The memorandum, an agreement between the FAA, city officials and representatives from several neighborhood associations, would be implemented in two steps, officials said.

Step One: Create temporary western departure procedures which resemble those made before September 18, 2014. These flight plans will be developed manually by traffic controllers at the Phoenix airport, with community feedback required to implement them.

Step Two: Replace the flight paths designed in step one with a permanent new set of flight paths drawn using satellite-based data. The FAA will come back to the downtown Phoenix community for feedback on the permanent flight plans as well.

The tentative agreement is not final, and must be approved by a court before any actions can be taken. Barring any issues in the courtroom, the new flight plans are expected to be implemented in April, according to a release by the Story Preservation Association.

“The historic neighborhoods support this agreement as the best available means for returning the western departure flight paths to their historic routes as expeditiously as possible,” a press release on the memorandum said.

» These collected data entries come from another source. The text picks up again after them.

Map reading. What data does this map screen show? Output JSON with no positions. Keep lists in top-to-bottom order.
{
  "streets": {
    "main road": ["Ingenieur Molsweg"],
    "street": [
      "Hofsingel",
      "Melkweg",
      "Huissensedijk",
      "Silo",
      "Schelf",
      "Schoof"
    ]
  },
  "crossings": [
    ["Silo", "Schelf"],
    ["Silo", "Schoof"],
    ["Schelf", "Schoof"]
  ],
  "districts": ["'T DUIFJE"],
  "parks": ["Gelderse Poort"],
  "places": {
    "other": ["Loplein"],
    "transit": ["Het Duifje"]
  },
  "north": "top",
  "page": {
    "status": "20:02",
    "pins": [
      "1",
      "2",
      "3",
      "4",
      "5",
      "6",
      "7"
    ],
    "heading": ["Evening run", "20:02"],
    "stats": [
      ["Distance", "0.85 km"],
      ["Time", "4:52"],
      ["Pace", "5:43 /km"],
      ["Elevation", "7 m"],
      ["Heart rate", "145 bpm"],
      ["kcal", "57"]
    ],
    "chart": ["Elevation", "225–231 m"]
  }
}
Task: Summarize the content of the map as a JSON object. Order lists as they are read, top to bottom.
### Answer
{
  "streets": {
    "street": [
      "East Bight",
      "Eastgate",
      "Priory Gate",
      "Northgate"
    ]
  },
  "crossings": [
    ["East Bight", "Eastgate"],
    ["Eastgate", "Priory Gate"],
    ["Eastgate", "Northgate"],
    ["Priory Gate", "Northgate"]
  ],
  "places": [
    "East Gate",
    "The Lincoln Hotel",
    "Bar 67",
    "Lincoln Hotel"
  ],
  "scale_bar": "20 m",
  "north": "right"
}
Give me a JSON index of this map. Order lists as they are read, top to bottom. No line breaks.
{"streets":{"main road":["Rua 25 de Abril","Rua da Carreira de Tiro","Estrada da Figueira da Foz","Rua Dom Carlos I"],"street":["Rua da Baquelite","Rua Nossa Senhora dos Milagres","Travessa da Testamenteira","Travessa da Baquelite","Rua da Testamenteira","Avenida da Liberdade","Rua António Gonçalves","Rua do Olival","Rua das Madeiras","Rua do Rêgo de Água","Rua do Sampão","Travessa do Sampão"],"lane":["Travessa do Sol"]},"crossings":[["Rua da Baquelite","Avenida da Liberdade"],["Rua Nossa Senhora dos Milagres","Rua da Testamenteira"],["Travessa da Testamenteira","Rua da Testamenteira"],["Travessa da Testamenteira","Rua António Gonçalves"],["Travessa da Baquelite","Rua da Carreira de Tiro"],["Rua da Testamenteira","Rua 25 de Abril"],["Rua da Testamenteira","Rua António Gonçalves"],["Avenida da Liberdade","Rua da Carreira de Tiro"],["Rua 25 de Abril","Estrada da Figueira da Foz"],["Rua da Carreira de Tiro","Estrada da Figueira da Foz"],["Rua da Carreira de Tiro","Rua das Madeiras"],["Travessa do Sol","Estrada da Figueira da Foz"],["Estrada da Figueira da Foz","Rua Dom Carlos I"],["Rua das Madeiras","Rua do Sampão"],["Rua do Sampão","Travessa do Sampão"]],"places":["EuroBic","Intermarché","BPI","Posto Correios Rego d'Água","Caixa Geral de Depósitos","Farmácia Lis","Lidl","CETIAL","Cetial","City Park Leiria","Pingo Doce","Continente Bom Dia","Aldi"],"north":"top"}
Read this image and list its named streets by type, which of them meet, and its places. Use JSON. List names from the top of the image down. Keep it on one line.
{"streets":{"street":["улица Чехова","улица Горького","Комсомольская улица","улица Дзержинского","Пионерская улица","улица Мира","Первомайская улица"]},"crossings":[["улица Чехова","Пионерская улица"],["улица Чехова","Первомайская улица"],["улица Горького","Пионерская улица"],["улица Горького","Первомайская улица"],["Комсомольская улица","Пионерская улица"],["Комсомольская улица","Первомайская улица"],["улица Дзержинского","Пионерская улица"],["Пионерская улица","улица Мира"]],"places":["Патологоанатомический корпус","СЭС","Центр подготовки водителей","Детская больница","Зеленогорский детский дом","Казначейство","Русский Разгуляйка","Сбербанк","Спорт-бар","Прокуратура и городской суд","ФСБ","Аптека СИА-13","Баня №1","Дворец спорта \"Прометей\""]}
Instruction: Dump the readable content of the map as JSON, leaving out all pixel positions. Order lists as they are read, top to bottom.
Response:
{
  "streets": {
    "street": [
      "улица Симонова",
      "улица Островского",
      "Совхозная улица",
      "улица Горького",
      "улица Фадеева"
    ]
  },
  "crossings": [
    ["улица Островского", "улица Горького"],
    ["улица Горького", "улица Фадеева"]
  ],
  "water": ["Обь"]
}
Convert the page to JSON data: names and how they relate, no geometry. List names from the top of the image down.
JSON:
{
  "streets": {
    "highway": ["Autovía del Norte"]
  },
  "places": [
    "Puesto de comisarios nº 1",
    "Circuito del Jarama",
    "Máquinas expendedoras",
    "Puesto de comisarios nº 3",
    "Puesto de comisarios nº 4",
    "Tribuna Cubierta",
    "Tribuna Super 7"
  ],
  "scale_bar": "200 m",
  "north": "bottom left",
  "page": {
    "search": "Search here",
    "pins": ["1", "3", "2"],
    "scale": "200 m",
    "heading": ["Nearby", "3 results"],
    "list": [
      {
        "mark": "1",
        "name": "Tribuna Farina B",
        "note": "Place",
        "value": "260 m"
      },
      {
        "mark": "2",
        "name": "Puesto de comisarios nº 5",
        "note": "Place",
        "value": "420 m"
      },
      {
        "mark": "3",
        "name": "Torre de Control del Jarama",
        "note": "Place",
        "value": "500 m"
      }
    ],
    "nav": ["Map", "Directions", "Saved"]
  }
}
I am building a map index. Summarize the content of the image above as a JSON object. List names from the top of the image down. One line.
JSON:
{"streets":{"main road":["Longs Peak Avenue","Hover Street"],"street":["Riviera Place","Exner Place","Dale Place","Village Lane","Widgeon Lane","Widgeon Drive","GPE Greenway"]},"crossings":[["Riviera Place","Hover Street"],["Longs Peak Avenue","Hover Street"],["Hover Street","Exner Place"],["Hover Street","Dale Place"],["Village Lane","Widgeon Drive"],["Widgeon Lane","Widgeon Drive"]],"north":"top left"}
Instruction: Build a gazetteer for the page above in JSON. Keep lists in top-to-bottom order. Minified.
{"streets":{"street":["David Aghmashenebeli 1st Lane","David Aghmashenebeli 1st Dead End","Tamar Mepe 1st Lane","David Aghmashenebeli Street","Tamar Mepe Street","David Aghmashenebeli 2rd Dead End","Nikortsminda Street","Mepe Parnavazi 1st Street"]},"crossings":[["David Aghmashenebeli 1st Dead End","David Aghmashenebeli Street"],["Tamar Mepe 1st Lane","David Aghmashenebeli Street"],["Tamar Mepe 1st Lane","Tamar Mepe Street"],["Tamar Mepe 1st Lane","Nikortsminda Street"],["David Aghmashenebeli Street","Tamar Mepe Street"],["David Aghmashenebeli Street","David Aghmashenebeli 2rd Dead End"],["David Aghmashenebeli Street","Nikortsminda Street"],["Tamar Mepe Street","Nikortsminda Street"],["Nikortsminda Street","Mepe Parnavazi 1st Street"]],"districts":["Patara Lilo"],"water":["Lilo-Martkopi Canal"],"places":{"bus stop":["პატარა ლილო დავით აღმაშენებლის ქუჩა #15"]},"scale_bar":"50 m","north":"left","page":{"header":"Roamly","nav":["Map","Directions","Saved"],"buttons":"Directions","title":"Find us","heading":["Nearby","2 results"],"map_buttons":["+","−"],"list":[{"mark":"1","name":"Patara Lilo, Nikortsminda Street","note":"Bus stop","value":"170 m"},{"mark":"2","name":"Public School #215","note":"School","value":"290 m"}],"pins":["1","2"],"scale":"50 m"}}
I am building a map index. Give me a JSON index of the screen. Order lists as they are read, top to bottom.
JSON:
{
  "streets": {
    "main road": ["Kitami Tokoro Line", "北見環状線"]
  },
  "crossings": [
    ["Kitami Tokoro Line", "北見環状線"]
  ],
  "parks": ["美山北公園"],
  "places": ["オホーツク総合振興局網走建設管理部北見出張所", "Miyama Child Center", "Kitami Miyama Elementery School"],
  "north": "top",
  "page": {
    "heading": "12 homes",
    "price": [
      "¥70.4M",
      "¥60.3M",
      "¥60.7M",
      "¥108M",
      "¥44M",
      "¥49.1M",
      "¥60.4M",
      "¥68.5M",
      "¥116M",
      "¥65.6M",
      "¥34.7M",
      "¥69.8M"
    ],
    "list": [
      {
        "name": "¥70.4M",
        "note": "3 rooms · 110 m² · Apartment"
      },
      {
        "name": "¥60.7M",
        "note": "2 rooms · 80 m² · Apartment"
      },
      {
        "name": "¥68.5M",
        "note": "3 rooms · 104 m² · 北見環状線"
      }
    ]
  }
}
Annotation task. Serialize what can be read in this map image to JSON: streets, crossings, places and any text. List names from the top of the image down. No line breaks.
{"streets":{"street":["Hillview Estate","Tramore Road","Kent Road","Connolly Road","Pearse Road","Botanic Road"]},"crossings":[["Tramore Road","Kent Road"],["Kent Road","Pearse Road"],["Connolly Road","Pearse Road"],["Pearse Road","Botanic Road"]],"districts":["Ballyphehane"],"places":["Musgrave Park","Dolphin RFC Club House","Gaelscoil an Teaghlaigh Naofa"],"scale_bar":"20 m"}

This move brings an end to more than three years of conflict between residents and the FAA.

On Sept. 18, 2014, federal regulators instituted new flight paths out of Sky Harbor International Airport that passed directly over the top of Grand Avenue and several residential neighborhoods.

“There was zero warning,” Steve Dreiseszun said in a previous Downtown Devil article. Dreiseszun is a longtime resident of the FQ Story neighborhood, and one of the steering committee members for the Story Preservation Association. “It happened literally overnight.”

The change had a noticeable impact on residents. In 2015, noise monitors were installed along the flight path to measure the effect the change had on the surrounding area. After analyzing the data collected from the monitors, city officials discovered the noise affected residents’ ability to be heard while talking.

“What we really determined, which was really important to us, is that these flights are actually interfering with speech and are certainly above the background noise level,” Deputy Aviation Director Chad Makovsky said at a Transportation and Infrastructure Subcommittee meeting in April, 2015.

Two lawsuits were brought against the FAA, one from the city and one from the neighborhoods, accusing the federal agency of failing to discuss the plans with any city official with the authority to authorize the change and failing to properly inform the community of them

When the U.S. Circuit Court of Appeals ruled in August 2017 the flight paths would have to be reversed, activists were pleased.

“The FAA did not share its environmental conclusions with airport management until the day before the routes were to go into effect,” the majority opinion released by the court said. “Management asked the FAA to delay implementation so the public could be informed. The FAA refused.”

The six month delay between the ruling and implementation is a necessary one to protect fliers, said officials with the city of Phoenix in a statement.

“The FAA has said an outright canceling of the September 2014 procedures would increase airport delays and compromise safety,” the statement said. “As a result, all sides negotiated a plan that would mitigate noise, without the above concerns.”

Contact the reporter at ckmccror@asu.edu.

Correction: December 2, 2017

An earlier version of this story stated the U.S. Circuit Court of Appeals ruled on the lawsuit in August. The Court actually granted the FAA an extension to deal with their ruling in August. They decided the case in August. The story has been updated to reflect this.